Search code examples
pythonarraysnumpy

Set numpy array values past a certain index to 0 using another array


I have two arrays, one of floats and one of integers

arr1 = np.asarray([[1.5, 0.75, 0.2],
            [0.3, 1.8, 4.2]])
arr2 = np.asarray([2, 1])

I need to amend arr1 such that

arr1 [0, arr2[0]:] = 0
arr1 [1, arr2[1]:] = 0

obtaining

array([[1.5 , 0.75, 0.  ],
       [0.3 , 0.  , 0.  ]])

i.e. the nth element of arr2 dictates the number of non-zero elements in row n of arr1.

How can I vectorise this for large arrays, and extend this to further dimensions? Say

rng = np.random.default_rng()
arr1 = rng.uniform(size=(100, 10, 1000))
arr2 = rng.integers(10, size=(100, 1000))

how can I change arr1 (or create a new arr3 depending on implementation) such that every slice

arr1[:, :, i], arr2[:, i]

follows the above?

The final implementation will be on the order of 100,000 x 100 x 10,000.


Solution

  • I think the trick would be to create a mask using arr2 and an np.arange of numbers representing indices. In your toy example:

    >>> arr2[:, None] > np.arange(3)
    array([[ True,  True, False],
           [ True, False, False]])
    

    which creates a mask of which values to keep, and which values to replace with zeroes. You can then: arr3 = np.where(mask, arr1, 0), or you can directly modify arr1 in place.

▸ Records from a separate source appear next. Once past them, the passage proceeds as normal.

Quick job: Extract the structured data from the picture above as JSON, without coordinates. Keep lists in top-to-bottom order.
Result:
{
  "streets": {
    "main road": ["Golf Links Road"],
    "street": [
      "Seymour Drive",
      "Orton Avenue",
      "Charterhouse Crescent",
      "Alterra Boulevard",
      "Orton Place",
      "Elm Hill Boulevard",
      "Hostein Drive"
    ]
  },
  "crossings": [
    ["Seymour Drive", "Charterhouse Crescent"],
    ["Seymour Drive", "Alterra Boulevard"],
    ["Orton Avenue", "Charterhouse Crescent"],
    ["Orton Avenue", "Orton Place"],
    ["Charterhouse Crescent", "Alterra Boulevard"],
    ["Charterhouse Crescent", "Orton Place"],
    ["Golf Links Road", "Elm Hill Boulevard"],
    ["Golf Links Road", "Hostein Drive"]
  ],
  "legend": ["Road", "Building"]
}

    In your final example, I'm not entirely sure along which dimension you want to replace slices by zeroes, or what the final order means. So here is the trick in general:

    # Let's say we want to replace slices along the 'D' axis.
    arr1 = rng.uniform(size=(A, B, C, D, E, F))
    
    # The slice indices only make sense if we choose integers that are smaller than D
    arr2 = rng.integers(D, size=(A, B, C, E, F))
    
    # Need to insert an empty axis in `arr2` with respect to the dimension in `arr1`
    # along which you want to replace the slices.
    # We do the opposite for the `np.arange` indices.
    # That's because the broadcasting plays out nicely.
    mask = arr2[:, :, :, None, :, :] > np.arange(D)[None, None, None, :, None, None]
    
    arr3 = np.where(mask, arr1, 0)